Question

Which of the following represents the correct sequence of events in bacterial translational initiation?

a. 30S binds Shine-dalgarno --> N-formylMet-tRNA binds AUG --> 5QS binds 2nd aminoacyl-tRNA binds in the P site
b. 50S binds Shine-dalgarno --> N-formylMet-tRNA binds AUG --> 30S binds 2nd aminoacyl-tRNA binds in the A site
c. 30S binds Shine-dalgarno --> N-formylMet-tRNA binds AUG --> 50S binds 2nd aminoacyl-tRNA binds in the A site
d. 30S binds Shine-dalgarno --> 50S binds N-formylMet-tRNA binds AUG --> 2nd aminoacyl-tRNA binds in the A site

Answer 1

c) 30S binds Shine-dalgarno → N-formylMet-tRNA binds AUG → 50S binds → 2nd aminoacyl-tRNA binds in the A site.

Step-by-step explanation:

The first step in formation of 70S initiation complex in bacterial translational initiation includes binding of 30S rRNA subunit to Shine-dalgarno sequence present on mRNA.

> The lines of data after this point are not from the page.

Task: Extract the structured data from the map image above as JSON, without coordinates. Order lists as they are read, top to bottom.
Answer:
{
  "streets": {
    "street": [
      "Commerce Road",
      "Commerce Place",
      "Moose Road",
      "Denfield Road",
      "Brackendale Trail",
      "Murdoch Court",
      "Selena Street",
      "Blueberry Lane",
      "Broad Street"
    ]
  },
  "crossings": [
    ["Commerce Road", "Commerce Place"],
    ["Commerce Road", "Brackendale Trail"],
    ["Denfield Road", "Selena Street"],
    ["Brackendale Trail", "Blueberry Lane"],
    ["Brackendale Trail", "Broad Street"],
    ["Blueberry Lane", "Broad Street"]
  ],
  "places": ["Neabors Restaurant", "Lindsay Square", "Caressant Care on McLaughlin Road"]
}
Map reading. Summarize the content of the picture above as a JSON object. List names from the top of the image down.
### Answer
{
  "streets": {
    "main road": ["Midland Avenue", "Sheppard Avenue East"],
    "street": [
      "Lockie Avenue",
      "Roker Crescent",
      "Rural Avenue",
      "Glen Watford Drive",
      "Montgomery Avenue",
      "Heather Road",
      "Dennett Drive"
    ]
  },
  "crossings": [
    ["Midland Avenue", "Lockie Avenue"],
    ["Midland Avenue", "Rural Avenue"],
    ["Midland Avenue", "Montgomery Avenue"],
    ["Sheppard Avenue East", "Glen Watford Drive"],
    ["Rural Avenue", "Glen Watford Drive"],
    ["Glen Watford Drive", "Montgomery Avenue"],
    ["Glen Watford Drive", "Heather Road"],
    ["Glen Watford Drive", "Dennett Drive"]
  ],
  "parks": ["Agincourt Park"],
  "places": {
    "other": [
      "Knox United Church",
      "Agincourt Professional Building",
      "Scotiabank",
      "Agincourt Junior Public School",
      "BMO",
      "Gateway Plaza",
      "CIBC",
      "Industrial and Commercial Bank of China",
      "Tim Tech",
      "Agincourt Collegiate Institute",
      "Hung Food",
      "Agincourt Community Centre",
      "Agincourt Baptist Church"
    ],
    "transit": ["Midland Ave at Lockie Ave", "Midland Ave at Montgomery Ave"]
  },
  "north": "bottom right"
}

Soon after that N-formylMet-tRNA binds AUG (start codon) which is present on mRNA.

There are two sites in 30S rRNA which are P site and A site. The first tRNA mentioned above i.e. N-formylMet-tRNA is adjusted in P site. Then after the larger rRNA subunit which is known as 50S joins the complex.

Once the 70S initiation complex has formed, a 2nd aminoacyl-tRNA enters the complex and gets adjusted in A site located in 30S rRNA.